— EXERCISE —
Every line from the start of the records through the line with "position:absolute; left:658px; top:640px;" is to be written out exactly; pictures are not.

— PROVIDED RECORDS —
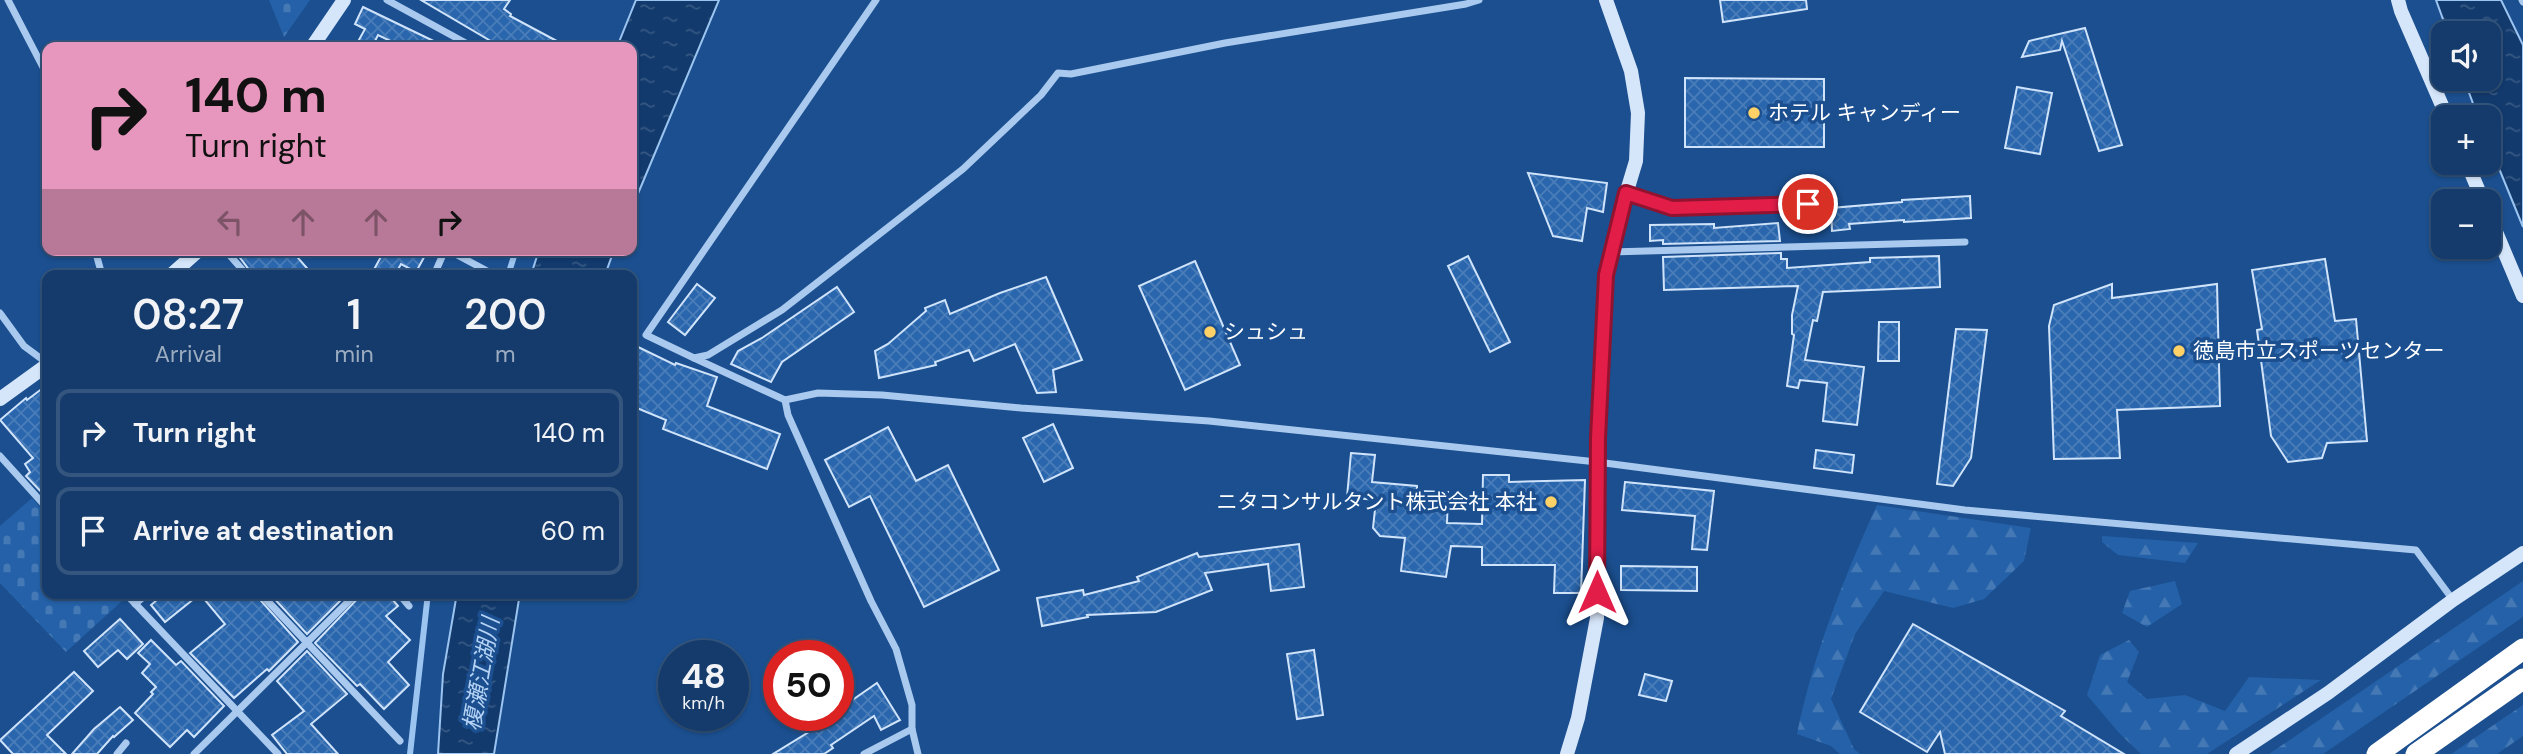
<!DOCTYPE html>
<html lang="en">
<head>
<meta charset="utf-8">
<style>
  body { margin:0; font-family:"DM Sans","Noto Sans JP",sans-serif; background:#1d4271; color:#f1f3f6; height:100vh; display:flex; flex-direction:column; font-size:26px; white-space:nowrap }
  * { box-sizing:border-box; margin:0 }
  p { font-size:23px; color:#9dadc1 }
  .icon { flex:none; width:38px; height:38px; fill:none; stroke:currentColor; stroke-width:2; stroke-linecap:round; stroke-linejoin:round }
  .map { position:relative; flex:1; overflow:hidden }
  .sheet { position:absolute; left:42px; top:270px; width:595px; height:329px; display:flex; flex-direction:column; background:#143b6b; border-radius:14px; box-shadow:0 2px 5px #0004,0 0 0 2px #33557e }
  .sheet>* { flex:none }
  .hud { position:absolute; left:42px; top:42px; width:595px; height:214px; border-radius:14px; box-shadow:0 2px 5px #0004,0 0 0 2px #33557e; background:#e797bd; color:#111; overflow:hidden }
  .buttons { position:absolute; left:2431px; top:21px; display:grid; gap:14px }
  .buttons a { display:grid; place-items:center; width:70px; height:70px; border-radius:14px; background:#143b6b; box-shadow:0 2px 5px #0004,0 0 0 2px #33557e; font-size:35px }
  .speed { position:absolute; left:658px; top:640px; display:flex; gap:14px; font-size:35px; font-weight:700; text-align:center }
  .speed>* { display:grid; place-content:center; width:91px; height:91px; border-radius:50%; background:#143b6b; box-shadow:0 2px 5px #0004,0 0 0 2px #33557e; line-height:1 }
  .speed small { font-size:18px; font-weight:400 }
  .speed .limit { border:10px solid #d22; background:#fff; color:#111 }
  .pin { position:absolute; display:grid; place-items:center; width:60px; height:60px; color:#fff; margin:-30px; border:4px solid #fff; border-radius:50%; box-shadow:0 2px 7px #0007 }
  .me { position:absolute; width:77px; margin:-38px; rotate:0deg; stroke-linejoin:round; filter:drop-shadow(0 0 5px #0008) }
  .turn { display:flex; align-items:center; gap:24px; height:147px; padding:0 28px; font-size:32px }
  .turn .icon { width:91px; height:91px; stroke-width:2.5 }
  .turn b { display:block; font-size:49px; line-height:60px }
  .lanes { display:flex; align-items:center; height:66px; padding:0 28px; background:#0003; justify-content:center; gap:35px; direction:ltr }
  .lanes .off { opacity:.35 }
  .eta { display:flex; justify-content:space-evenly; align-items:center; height:119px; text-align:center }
  .eta b { font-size:42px; font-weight:600; line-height:49px }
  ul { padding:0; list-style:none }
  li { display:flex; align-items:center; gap:21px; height:88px; margin:0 14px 10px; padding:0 14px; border:4px solid #33557e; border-radius:14px }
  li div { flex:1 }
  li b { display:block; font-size:26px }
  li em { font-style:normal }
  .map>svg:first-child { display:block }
</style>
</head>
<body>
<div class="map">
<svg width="2523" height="754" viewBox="0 0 2523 754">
  <defs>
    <pattern id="forest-firs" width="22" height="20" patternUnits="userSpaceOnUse" patternTransform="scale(1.75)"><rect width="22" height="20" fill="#2461a8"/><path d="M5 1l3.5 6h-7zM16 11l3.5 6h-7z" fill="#4579b5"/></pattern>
    <pattern id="cemetery-stones" width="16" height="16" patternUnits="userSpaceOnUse" patternTransform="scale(1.75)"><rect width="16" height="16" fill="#2461a8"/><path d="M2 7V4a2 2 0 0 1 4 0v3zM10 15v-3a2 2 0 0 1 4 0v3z" fill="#4579b5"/></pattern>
    <pattern id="water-ripples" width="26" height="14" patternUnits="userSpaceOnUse" patternTransform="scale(1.75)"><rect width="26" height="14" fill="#123a6d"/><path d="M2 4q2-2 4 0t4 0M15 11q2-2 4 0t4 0" fill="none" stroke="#365883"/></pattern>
    <pattern id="building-cross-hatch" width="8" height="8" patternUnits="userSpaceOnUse" patternTransform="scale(1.75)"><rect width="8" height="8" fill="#2a66ad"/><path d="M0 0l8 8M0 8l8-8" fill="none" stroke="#4a7db9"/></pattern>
  </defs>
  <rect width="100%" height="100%" fill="#1b4f8f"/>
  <g fill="url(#forest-firs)">
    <path d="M 1877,505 L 2031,528 L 2024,561 L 1984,599 L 1953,608 L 1884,591 L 1855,634 L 1831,699 L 1854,749 L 1860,754 L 1840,754 L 1831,746 L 1797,734 C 1814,652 1843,580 1877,505 Z"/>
    <path d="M 2102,536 L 2198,543 L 2185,563 L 2118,555 L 2102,542 Z"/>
    <path d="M 2175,581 L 2182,604 L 2147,627 L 2122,613 L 2130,591 Z"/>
    <path d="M 2523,581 L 2523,617 L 2323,754 L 2269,754 Z"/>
    <path d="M 2129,640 L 2139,652 L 2127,682 L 2147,699 L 2185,695 L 2225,711 L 2249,677 L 2321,680 L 2207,754 L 2141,754 L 2119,733 L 2087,695 L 2100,655 Z"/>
    <path d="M 2523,705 L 2523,736 L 2497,754 L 2451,754 Z"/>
  </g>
  <g fill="url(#cemetery-stones)">
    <path d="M 269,0 L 310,0 L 284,37 Z"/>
    <path d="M 32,498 L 47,515 L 47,593 L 115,593 L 122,601 L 66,652 L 0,583 L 0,526 Z"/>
  </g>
  <g fill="url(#water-ripples)" stroke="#9cc4f0" stroke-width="2">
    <path d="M 636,0 L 719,0 L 632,208 L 632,47 L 617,47 Z"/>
    <path d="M 2436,0 L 2501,0 L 2523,45 L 2523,227 L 2489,144 L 2488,117 L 2478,117 L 2464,79 L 2488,79 L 2488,33 L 2448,33 Z"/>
    <path d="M 539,250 L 614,250 L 605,275 L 531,275 Z"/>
    <path d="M 457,593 L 520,593 L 494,754 L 438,754 L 443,674 Z"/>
  </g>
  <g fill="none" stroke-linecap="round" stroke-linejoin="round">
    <g stroke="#9cc4f0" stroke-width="6">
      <path d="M 508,275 L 516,250"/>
      <path d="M 410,754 L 428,593"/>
    </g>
  </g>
  <g fill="url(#building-cross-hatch)" stroke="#cfe3fa" stroke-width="2">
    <path d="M 421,0 L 510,0 L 504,9 L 511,14 L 510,16 L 568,47 L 501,47 Z"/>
    <path d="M 1720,0 L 1806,0 L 1807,9 L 1723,22 Z"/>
    <path d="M 363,7 L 446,47 L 403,47 L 378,35 L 372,47 L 355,47 L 365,29 L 355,24 Z"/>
    <path d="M 2085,28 L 2122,145 L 2099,151 L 2062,41 L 2060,50 L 2022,57 L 2029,41 Z"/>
    <path d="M 1685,78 L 1824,79 L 1824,147 L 1685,147 Z"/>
    <path d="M 2017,87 L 2052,93 L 2040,154 L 2005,148 Z"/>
    <path d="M 1528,173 L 1607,183 L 1603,212 L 1587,208 L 1582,241 L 1553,236 Z"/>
    <path d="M 1970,196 L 1971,218 L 1904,222 L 1904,220 L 1849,224 L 1850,229 L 1832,231 L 1831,208 L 1902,202 L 1902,200 Z"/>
    <path d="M 1778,223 L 1780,241 L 1663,244 L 1663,240 L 1650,241 L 1650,225 L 1714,224 L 1714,228 Z"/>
    <path d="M 243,250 L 291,250 L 313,275 L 253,275 L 238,255 Z"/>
    <path d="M 378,250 L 428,250 L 416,272 L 401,264 L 395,275 L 371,275 L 383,253 Z"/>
    <path d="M 1781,253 L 1781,259 L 1787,259 L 1787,268 L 1870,262 L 1870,258 L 1939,256 L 1940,287 L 1823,292 L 1817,321 L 1813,320 L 1805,360 L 1864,367 L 1857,425 L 1823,421 L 1827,383 L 1800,380 L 1798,388 L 1787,386 L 1794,335 L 1792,334 L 1792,315 L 1798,286 L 1664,290 L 1663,257 Z"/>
    <path d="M 1468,256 L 1510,342 L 1490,352 L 1448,266 Z"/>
    <path d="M 2325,259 L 2335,321 L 2356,319 L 2367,441 L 2327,443 L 2322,458 L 2288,462 L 2271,436 L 2257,330 L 2262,329 L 2252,270 Z"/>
    <path d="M 1195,261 L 1240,365 L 1185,390 L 1139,286 Z"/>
    <path d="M 1046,277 L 1082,360 L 1053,370 L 1056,392 L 1037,393 L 1015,344 L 974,361 L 969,350 L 935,362 L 936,365 L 879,378 L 875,351 L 888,344 L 926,311 L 925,308 L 945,300 L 950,314 L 1000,293 Z"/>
    <path d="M 697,284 L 715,298 L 685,335 L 668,322 Z"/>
    <path d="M 2112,284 L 2112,298 L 2217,284 L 2220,406 L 2117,410 L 2120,458 L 2054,459 L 2049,326 L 2054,305 Z"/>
    <path d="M 837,287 L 854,312 L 782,362 L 771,382 L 731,364 L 738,351 L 762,338 Z"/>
    <path d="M 1879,322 L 1899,322 L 1899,361 L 1878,361 Z"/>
    <path d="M 1956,329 L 1987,330 L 1971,458 L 1953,486 L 1937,484 Z"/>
    <path d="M 636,346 L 675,365 L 676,363 L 717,377 L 707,406 L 780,434 L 767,469 L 663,429 L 666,420 L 632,406 L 632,355 Z"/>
    <path d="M 47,385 L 47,498 L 26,476 L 30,472 L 25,464 L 33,458 L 0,420 L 26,398 L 27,400 Z"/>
    <path d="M 1053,424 L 1073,468 L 1044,482 L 1023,438 Z"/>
    <path d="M 888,427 L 916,481 L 948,465 L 999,570 L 924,607 L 870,496 L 849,507 L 825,460 Z"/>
    <path d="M 1816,450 L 1854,455 L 1852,473 L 1814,468 Z"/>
    <path d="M 1351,453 L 1375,455 L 1372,482 L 1417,486 L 1417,491 L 1448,492 L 1447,523 L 1482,524 L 1483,475 L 1509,475 L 1509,482 L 1585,480 L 1581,593 L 1554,593 L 1555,565 L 1482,565 L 1482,547 L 1451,546 L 1446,577 L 1401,571 L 1405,538 L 1380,536 L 1373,528 L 1376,500 L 1347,497 Z"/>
    <path d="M 1625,482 L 1714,491 L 1707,550 L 1692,549 L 1695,516 L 1622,510 Z"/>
    <path d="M 1299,544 L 1304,587 L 1271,591 L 1268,564 L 1205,573 L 1212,590 L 1156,612 L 1087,615 L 1088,617 L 1042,626 L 1037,598 L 1083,590 L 1084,595 L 1139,581 L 1137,577 L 1197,553 L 1199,557 Z"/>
    <path d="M 1621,566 L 1697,567 L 1697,591 L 1621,590 Z"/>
    <path d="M 165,593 L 254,593 L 298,642 L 269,671 L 267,669 L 234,698 L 190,653 L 225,624 L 200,594 L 165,622 L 151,605 Z"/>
    <path d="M 269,593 L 348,593 L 307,634 Z"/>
    <path d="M 363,593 L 387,593 L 398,606 L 386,616 L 410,640 L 388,662 L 409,685 L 384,709 L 360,684 L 357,686 L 315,643 Z"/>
    <path d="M 120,619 L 143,644 L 127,659 L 118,650 L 98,667 L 84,651 Z"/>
    <path d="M 1913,624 L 2065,711 L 2061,716 L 2124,754 L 1945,754 L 1940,732 L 1927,752 L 1860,712 Z"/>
    <path d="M 151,640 L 176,665 L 181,661 L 224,706 L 194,737 L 187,730 L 170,747 L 135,713 L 153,694 L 151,692 L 156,687 L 142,673 L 150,664 L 138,653 Z"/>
    <path d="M 1314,650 L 1323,715 L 1297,719 L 1287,654 Z"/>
    <path d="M 307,651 L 347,694 L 311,724 L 338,754 L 287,754 L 272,735 L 304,711 L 277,681 Z"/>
    <path d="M 74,672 L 93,691 L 47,735 L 66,754 L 13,754 L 0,740 Z"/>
    <path d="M 1645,674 L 1672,681 L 1666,701 L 1639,695 Z"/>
    <path d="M 877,683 L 900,720 L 881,730 L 874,716 L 831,745 L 833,748 L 824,754 L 773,754 L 835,716 L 838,716 L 838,710 Z"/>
    <path d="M 120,707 L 133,720 L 114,737 L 113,736 L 97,754 L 72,754 L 94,729 Z"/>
  </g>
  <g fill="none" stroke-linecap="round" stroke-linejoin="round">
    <g stroke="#a9c9ee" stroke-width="7">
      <path d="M 8,0 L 47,75"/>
      <path d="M 387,0 L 473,47"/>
      <path d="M 1479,0 L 1466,4 L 1225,43 L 1071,74 L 1058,73 L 1041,95 L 963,169 L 782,310 L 708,355 L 694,358 L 785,400 L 818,393 L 882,395 L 1021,408 L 1209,421 L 1597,462 L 1965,510 L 2416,550 L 2453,600"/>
      <path d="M 2522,0 L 2523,2"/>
      <path d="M 1627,193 L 1672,208 L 1808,204 L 1827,186"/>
      <path d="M 95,250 L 102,275"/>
      <path d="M 225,250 L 247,275"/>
      <path d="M 448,250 L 489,272"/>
      <path d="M 1611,252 L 1965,242"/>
      <path d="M 434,275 L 445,250"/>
      <path d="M 0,313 L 24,346 L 47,363"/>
      <path d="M 694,358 L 646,335 L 876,0"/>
      <path d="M 785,400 L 788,415 L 871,601 L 896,649 L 912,705 L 912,729 L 918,754"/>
      <path d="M 0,456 L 47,508"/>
      <path d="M 125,593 L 278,754"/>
      <path d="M 260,593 L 400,741"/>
      <path d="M 398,593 L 409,606"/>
      <path d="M 135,604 L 148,593"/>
      <path d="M 117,754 L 126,743"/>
      <path d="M 194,754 L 357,593"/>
      <path d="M 864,754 L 912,729"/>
    </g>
    <g stroke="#d6e6fa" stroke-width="14">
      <path d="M 2398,0 L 2401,11 L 2447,117"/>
      <path d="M 312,47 L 344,0"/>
      <path d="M 2467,163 L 2483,201"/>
      <path d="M 2488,213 L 2523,296"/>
      <path d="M 171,275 L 199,250"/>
      <path d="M 0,399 L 47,365"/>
      <path d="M 1567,754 L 1578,718 L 1597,618 L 1597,462 L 1606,275 L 1617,224 L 1636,161 L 1638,113 L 1631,71 L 1606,0"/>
      <path d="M 2236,754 L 2328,693 L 2453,600 L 2523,553"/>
    </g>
    <g stroke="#fff" stroke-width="21">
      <path d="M 2377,754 L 2523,649"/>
      <path d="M 2416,754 L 2523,679"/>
    </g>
  </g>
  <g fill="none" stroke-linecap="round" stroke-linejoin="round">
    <defs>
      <path id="route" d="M 1597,592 L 1598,438 L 1606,275 L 1626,193 L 1672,208 L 1808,204"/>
    </defs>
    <use href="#route" stroke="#92132f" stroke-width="18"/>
    <use href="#route" stroke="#e11d48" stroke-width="12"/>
  </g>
  <g fill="#ffd166" stroke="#1b4f8f" stroke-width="2.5">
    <circle cx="1754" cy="113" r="7"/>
    <circle cx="1210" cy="332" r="7"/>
    <circle cx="2179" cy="351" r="7"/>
    <circle cx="1551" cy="502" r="7"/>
  </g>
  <g text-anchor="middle" stroke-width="7" stroke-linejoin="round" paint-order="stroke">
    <g font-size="21" fill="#fff" stroke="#1b4f8f" text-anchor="start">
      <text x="1768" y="120">ホテル キャンディー</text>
      <text x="1224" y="339">シュシュ</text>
      <text x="2193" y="358">徳島市立スポーツセンター</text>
      <text x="1537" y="509" text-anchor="end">ニタコンサルタント株式会社 本社</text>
    </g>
    <g font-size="23" font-style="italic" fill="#b5d3f5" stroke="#1b4f8f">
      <text transform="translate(481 674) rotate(-80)" y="8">榎瀬江湖川</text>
    </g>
  </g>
</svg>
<div class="buttons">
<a><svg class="icon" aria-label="sound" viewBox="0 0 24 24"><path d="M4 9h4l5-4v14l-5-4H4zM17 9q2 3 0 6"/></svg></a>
<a>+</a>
<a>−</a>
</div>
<div class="speed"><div>48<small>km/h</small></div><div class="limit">50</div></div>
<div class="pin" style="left:1808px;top:204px;background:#d93025"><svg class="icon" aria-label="arrive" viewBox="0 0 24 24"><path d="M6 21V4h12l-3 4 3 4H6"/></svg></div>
<svg class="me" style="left:1597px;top:592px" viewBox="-20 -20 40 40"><path d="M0-17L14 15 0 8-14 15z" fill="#e11d48" stroke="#fff" stroke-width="4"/></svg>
<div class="hud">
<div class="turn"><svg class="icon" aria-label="right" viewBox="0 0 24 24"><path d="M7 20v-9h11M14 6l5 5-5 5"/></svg><div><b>140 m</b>Turn right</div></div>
<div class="lanes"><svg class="icon off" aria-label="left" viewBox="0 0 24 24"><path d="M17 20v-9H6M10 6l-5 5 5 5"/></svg><svg class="icon off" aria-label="ahead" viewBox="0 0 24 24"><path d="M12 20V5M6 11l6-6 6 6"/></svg><svg class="icon off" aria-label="ahead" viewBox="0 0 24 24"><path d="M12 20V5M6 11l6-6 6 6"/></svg><svg class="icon" aria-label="right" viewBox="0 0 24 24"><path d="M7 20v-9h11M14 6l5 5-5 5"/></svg></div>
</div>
<section class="sheet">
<div class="eta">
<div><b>08:27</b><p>Arrival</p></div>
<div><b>1</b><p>min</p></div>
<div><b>200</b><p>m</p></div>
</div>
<ul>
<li><svg class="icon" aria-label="right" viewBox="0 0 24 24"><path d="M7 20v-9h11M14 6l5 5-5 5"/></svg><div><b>Turn right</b></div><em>140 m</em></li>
<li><svg class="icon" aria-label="arrive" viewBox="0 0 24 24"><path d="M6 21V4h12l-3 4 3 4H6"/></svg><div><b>Arrive at destination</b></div><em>60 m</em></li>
</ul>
</section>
</div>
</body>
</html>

— WRITTEN ANSWER —
<!DOCTYPE html>
<html lang="en">
<head>
<meta charset="utf-8">
<style>
  body { margin:0; font-family:"DM Sans","Noto Sans JP",sans-serif; background:#1d4271; color:#f1f3f6; height:100vh; display:flex; flex-direction:column; font-size:26px; white-space:nowrap }
  * { box-sizing:border-box; margin:0 }
  p { font-size:23px; color:#9dadc1 }
  .icon { flex:none; width:38px; height:38px; fill:none; stroke:currentColor; stroke-width:2; stroke-linecap:round; stroke-linejoin:round }
  .map { position:relative; flex:1; overflow:hidden }
  .sheet { position:absolute; left:42px; top:270px; width:595px; height:329px; display:flex; flex-direction:column; background:#143b6b; border-radius:14px; box-shadow:0 2px 5px #0004,0 0 0 2px #33557e }
  .sheet>* { flex:none }
  .hud { position:absolute; left:42px; top:42px; width:595px; height:214px; border-radius:14px; box-shadow:0 2px 5px #0004,0 0 0 2px #33557e; background:#e797bd; color:#111; overflow:hidden }
  .buttons { position:absolute; left:2431px; top:21px; display:grid; gap:14px }
  .buttons a { display:grid; place-items:center; width:70px; height:70px; border-radius:14px; background:#143b6b; box-shadow:0 2px 5px #0004,0 0 0 2px #33557e; font-size:35px }
  .speed { position:absolute; left:658px; top:640px; display:flex; gap:14px; font-size:35px; font-weight:700; text-align:center }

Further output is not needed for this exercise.